Saved entries:
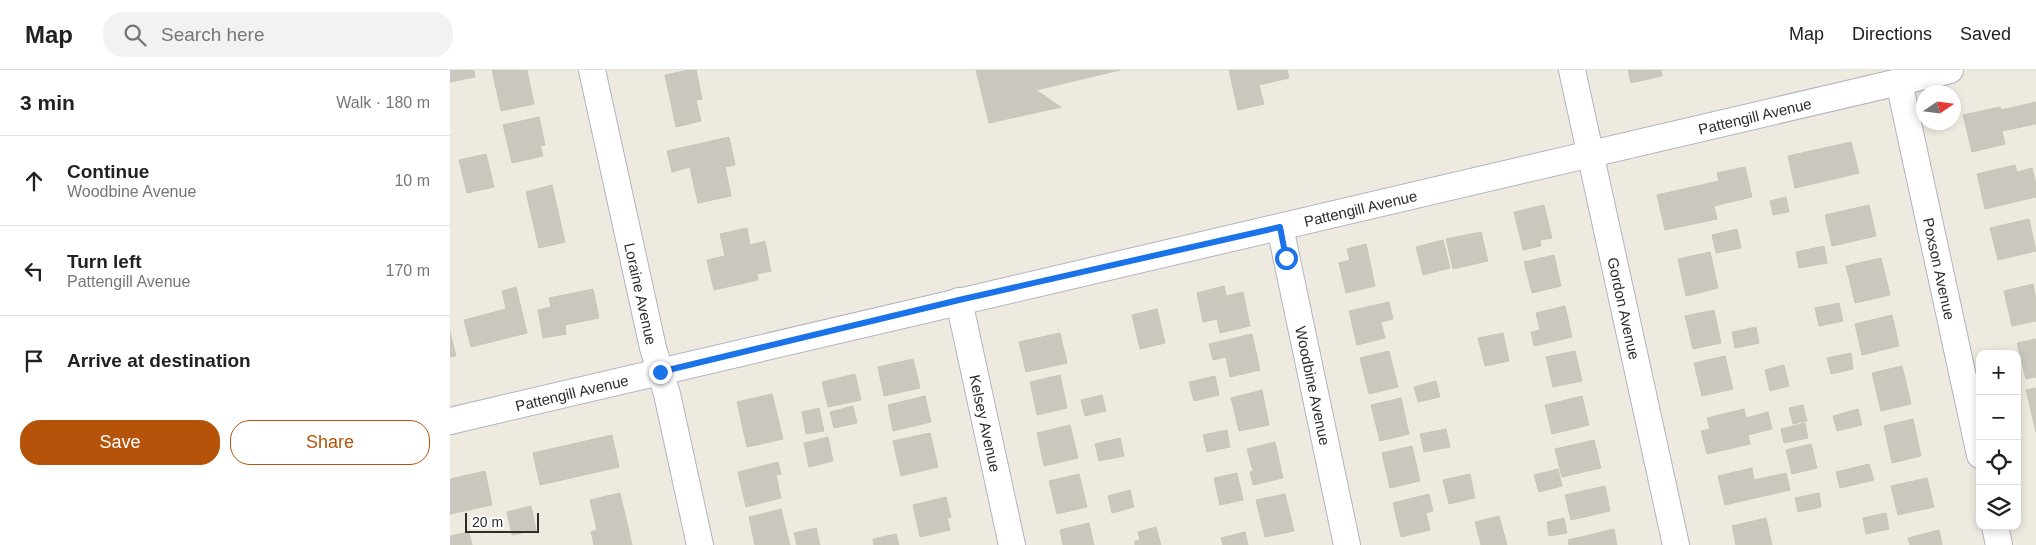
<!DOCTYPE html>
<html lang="en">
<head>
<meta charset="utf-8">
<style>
	body { margin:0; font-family:Arial,sans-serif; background:#f2f2f2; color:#222 }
	.controls { position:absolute; right:15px; bottom:15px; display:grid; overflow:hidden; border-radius:10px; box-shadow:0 2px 8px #0003 }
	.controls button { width:45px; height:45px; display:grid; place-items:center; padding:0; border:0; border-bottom:1px solid #e0e0e0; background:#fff; color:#222; font:25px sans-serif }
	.compass { position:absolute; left:1466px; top:15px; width:45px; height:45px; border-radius:50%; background:#fff; box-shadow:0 2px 8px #0003; rotate:77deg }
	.scale { position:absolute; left:15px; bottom:12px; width:74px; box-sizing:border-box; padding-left:5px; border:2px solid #2d2d2d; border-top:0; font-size:14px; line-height:18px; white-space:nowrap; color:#2d2d2d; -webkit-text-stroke:4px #fff; paint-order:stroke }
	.stop { position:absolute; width:15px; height:15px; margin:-11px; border:4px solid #1a73e8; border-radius:50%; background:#fff }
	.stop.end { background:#1a73e8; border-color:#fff; box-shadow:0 1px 5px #0008 }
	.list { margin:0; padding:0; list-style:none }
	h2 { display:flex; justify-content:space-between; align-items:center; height:65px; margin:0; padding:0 20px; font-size:21px }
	h2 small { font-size:16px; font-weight:400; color:#767676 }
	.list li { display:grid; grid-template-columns:32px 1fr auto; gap:15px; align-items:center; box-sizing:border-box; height:90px; padding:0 20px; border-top:1px solid #e0e0e0 }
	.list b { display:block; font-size:19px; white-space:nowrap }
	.list p { margin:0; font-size:16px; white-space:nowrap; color:#767676 }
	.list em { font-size:16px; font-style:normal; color:#767676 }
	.actions { display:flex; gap:10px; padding:15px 20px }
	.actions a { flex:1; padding:11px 0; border:1px solid #b45309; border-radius:20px; text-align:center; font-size:18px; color:#b45309 }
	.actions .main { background:#b45309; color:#fff }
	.icon { flex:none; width:28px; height:28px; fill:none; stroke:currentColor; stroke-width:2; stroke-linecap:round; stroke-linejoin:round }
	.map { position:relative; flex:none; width:1586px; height:475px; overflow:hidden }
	header { display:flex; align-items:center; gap:30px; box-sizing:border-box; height:70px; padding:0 25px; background:#fff; border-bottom:1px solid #e0e0e0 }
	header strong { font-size:24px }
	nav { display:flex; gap:28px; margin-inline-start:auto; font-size:18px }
	.search { width:350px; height:45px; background:#f2f2f2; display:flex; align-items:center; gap:12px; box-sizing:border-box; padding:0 18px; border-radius:20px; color:#767676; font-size:19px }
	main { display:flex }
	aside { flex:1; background:#fff }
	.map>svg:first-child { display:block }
</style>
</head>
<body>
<header>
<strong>Map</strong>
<div class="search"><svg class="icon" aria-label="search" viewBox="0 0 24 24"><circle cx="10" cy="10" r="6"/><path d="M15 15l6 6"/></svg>Search here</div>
<nav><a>Map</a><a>Directions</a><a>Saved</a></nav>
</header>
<main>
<aside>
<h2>3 min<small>Walk · 180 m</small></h2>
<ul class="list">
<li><svg class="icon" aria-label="ahead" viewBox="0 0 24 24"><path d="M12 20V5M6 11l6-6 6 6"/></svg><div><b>Continue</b><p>Woodbine Avenue</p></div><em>10 m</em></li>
<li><svg class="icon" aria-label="left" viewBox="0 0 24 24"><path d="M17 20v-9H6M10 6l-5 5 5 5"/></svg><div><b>Turn left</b><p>Pattengill Avenue</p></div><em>170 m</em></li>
<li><svg class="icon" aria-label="arrive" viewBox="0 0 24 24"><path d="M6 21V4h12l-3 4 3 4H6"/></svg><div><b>Arrive at destination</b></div></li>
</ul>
<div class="actions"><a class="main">Save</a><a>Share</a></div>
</aside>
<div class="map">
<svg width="1586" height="475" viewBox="0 0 1586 475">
	<rect width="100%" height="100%" fill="#efeadf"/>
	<g fill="#cac7be" stroke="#cac6b8">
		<polygon points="0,0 24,0 25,7 0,12"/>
		<polygon points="42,0 77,0 84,34 51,41"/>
		<polygon points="239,0 246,0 252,29 246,30 251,51 226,57 215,5"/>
		<polygon points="526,0 670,0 586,20 611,37 539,53"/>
		<polygon points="779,0 837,0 839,8 809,15 814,34 788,40"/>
		<polygon points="1178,0 1211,0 1212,6 1181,13"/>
		<polygon points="1586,32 1586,54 1552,61 1555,74 1522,82 1513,45 1550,37 1551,40"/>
		<polygon points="89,47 95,75 90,76 93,86 62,93 53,55"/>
		<polygon points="279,67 285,95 275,97 281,126 248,133 240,97 222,102 217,81"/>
		<polygon points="1401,72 1409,103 1345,118 1338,86"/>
		<polygon points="36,84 44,117 17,123 9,90"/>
		<polygon points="1565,95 1567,102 1582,98 1586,114 1586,127 1535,139 1527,104"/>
		<polygon points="1295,97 1302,127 1264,136 1267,149 1215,160 1207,125 1269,111 1267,103"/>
		<polygon points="102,115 115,172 89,178 76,122"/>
		<polygon points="1336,127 1339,142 1323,145 1320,131"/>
		<polygon points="1094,135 1102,168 1090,170 1091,176 1073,180 1064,142"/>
		<polygon points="1419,135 1426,166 1382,176 1375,145"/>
		<polygon points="1579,149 1586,181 1548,190 1540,158"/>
		<polygon points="297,158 300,175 315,171 321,201 307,204 308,210 264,220 257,190 275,186 270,164"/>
		<polygon points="1287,159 1291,178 1266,183 1262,165"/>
		<polygon points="1031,162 1038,191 1003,199 996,169"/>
		<polygon points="993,170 1000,198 973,205 966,177"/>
		<polygon points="916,174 925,216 896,223 889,193 900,190 897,179"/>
		<polygon points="1374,176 1377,193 1349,198 1346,182"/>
		<polygon points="1260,182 1268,218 1236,226 1228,189"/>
		<polygon points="1104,185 1111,216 1082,223 1074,192"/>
		<polygon points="1431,188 1440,225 1405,233 1396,196"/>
		<polygon points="1583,214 1586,229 1586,251 1562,256 1554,221"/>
		<polygon points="774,216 776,226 793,222 800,256 770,263 767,249 753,252 747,223"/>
		<polygon points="66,217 77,263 21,277 14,250 56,239 52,221"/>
		<polygon points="143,219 149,248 115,255 116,264 93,268 88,240 101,237 99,228"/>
		<polygon points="939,232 943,249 931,252 935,268 907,275 899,241"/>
		<polygon points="1389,233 1393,251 1369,256 1365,238"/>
		<polygon points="1115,236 1122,267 1084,276 1081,262 1090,260 1086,243"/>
		<polygon points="707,239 715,273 690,279 682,245"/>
		<polygon points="1264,240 1271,273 1243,279 1235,246"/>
		<polygon points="1442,245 1449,276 1412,285 1405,254"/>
		<polygon points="1306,257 1309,273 1285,278 1282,262"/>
		<polygon points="0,262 6,286 0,287"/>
		<polygon points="610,263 617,293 576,302 569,272"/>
		<polygon points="1053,263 1059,291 1035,296 1028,268"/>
		<polygon points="802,264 810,300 780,307 776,287 763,290 759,274"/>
		<polygon points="1586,269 1586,307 1576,309 1567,273"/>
		<polygon points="939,281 948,317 919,324 910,288"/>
		<polygon points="1125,281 1132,311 1103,317 1096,287"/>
		<polygon points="1401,283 1403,299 1381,304 1377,288"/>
		<polygon points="1275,286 1283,319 1252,326 1244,293"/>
		<polygon points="463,289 470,318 434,326 428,297"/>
		<polygon points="1334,295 1339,316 1320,321 1315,300"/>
		<polygon points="1452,296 1461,334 1431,341 1422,303"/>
		<polygon points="405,304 411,330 378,337 372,312"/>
		<polygon points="610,305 617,338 587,345 580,312"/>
		<polygon points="765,306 769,325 744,331 739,312"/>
		<polygon points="986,311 990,327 968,332 964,317"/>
		<polygon points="1586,318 1586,362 1576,320"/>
		<polygon points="812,320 819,355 789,361 781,328"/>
		<polygon points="322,324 333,369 297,377 287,332"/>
		<polygon points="652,325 656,341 635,346 631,330"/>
		<polygon points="475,326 481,352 443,361 438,335"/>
		<polygon points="1132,326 1139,355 1102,364 1095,335"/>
		<polygon points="951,328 959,364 930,371 921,335"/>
		<polygon points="1353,335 1357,351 1343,354 1339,338"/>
		<polygon points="403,336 407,353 384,358 380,342"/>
		<polygon points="369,338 374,361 356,364 352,342"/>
		<polygon points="1294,339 1296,348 1318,342 1322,359 1298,365 1300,374 1257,384 1251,361 1260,359 1257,348"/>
		<polygon points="1408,339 1412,355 1387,361 1383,346"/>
		<polygon points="1463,349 1471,386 1442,393 1434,356"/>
		<polygon points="1355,353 1358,368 1334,373 1331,359"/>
		<polygon points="620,355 628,388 594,396 587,363"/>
		<polygon points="996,359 1000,377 974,382 970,364"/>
		<polygon points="777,360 780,377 757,382 753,365"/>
		<polygon points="480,363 488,397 451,406 443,371"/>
		<polygon points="162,365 169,397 90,415 83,383"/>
		<polygon points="378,367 383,391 359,397 354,373"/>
		<polygon points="670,368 674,386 649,391 645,374"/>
		<polygon points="1144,370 1151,398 1112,407 1105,379"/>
		<polygon points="825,372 833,408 803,415 800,402 803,401 797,379"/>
		<polygon points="1361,374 1367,398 1342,404 1336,380"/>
		<polygon points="962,376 970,411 940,418 932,383"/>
		<polygon points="328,392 331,404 326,405 331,428 296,437 288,402"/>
		<polygon points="1419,394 1424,410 1390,418 1386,402"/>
		<polygon points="1302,398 1304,410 1336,403 1340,420 1275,435 1268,406"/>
		<polygon points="1108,399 1112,416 1089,422 1084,405"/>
		<polygon points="35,401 42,435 0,444 0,409"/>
		<polygon points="787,403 793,430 770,435 764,408"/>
		<polygon points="629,404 637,437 607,444 599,411"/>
		<polygon points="1020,404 1025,428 999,434 993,410"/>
		<polygon points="1477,408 1484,437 1448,445 1441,416"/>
		<polygon points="1155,416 1160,441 1121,450 1115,425"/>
		<polygon points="680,420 684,437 662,443 658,426"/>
		<polygon points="170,423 182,475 144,475 141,462 147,460 140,430"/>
		<polygon points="1369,423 1371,437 1348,442 1345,428"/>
		<polygon points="835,424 844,461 815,467 806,430"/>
		<polygon points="979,424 983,441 976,443 980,460 951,467 943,433"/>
		<polygon points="496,427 501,447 497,448 500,460 470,467 463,435"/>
		<polygon points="81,436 86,460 62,465 57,442"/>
		<polygon points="331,439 340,475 305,475 299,447"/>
		<polygon points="1436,443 1439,459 1416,464 1413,448"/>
		<polygon points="1049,446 1057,475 1031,475 1025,452"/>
		<polygon points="1114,448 1117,463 1099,466 1097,452"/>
		<polygon points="1316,448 1322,475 1286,475 1282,456"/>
		<polygon points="639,453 644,475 613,475 610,460"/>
		<polygon points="706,457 711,475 685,475 685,471 690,470 688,462"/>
		<polygon points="366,458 370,475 347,475 344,463"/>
		<polygon points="1164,459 1167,475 1119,475 1118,470"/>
		<polygon points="1489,460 1492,475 1460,475 1458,468"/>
		<polygon points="19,462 22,475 0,475 0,466"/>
		<polygon points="795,462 798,475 773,475 771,468"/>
		<polygon points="446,464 449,475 424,475 423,469"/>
	</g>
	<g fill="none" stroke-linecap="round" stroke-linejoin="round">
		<defs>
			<g id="minor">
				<path id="s1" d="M142,0L203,278L217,324L250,475"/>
				<path id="s2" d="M1122,0L1226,475"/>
				<path id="s3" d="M1449,12L1530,385"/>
				<path id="s4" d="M830,157L897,475"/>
				<path id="s5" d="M509,231L562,475"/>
				<path id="s6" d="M0,351L1500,0"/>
				<polyline points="1545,456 1549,475"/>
			</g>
		</defs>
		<use href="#minor" stroke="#b3b3c0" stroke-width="28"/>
		<use href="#minor" stroke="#fff" stroke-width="26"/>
	</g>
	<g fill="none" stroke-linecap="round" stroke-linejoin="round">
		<polyline stroke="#1a73e8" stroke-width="6" points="210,302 509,230 830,157 836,188"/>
	</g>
	<g text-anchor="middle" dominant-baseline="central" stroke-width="5" stroke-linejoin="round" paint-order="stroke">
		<g font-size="15" fill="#2d2d2d" stroke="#fff">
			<text stroke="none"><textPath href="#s6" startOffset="1340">Pattengill Avenue</textPath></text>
			<text stroke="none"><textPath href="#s6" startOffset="935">Pattengill Avenue</textPath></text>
			<text stroke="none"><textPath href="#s3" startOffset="191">Poxson Avenue</textPath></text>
			<text stroke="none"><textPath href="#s1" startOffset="229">Loraine Avenue</textPath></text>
			<text stroke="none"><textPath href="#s2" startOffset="244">Gordon Avenue</textPath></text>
			<text stroke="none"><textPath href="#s4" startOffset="162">Woodbine Avenue</textPath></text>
			<text stroke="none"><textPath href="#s6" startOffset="125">Pattengill Avenue</textPath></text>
			<text stroke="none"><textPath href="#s5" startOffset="125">Kelsey Avenue</textPath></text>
		</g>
	</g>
</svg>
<div class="controls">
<button>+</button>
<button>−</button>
<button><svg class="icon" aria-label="locate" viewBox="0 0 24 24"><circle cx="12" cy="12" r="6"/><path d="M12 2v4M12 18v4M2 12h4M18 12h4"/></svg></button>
<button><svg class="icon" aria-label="layers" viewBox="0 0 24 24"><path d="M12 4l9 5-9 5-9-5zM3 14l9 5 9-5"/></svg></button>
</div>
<svg class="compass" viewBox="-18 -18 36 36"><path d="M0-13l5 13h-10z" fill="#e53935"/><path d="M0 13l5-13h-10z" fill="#767676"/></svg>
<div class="scale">20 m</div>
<div class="stop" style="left:836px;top:188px"></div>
<div class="stop end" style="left:210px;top:302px"></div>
</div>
</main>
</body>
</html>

__TASK DIRECTIONS__
Look through the entries above and say how many lines hold the word "compass", giving the number alone.

__EXERCISE SOLUTION__
2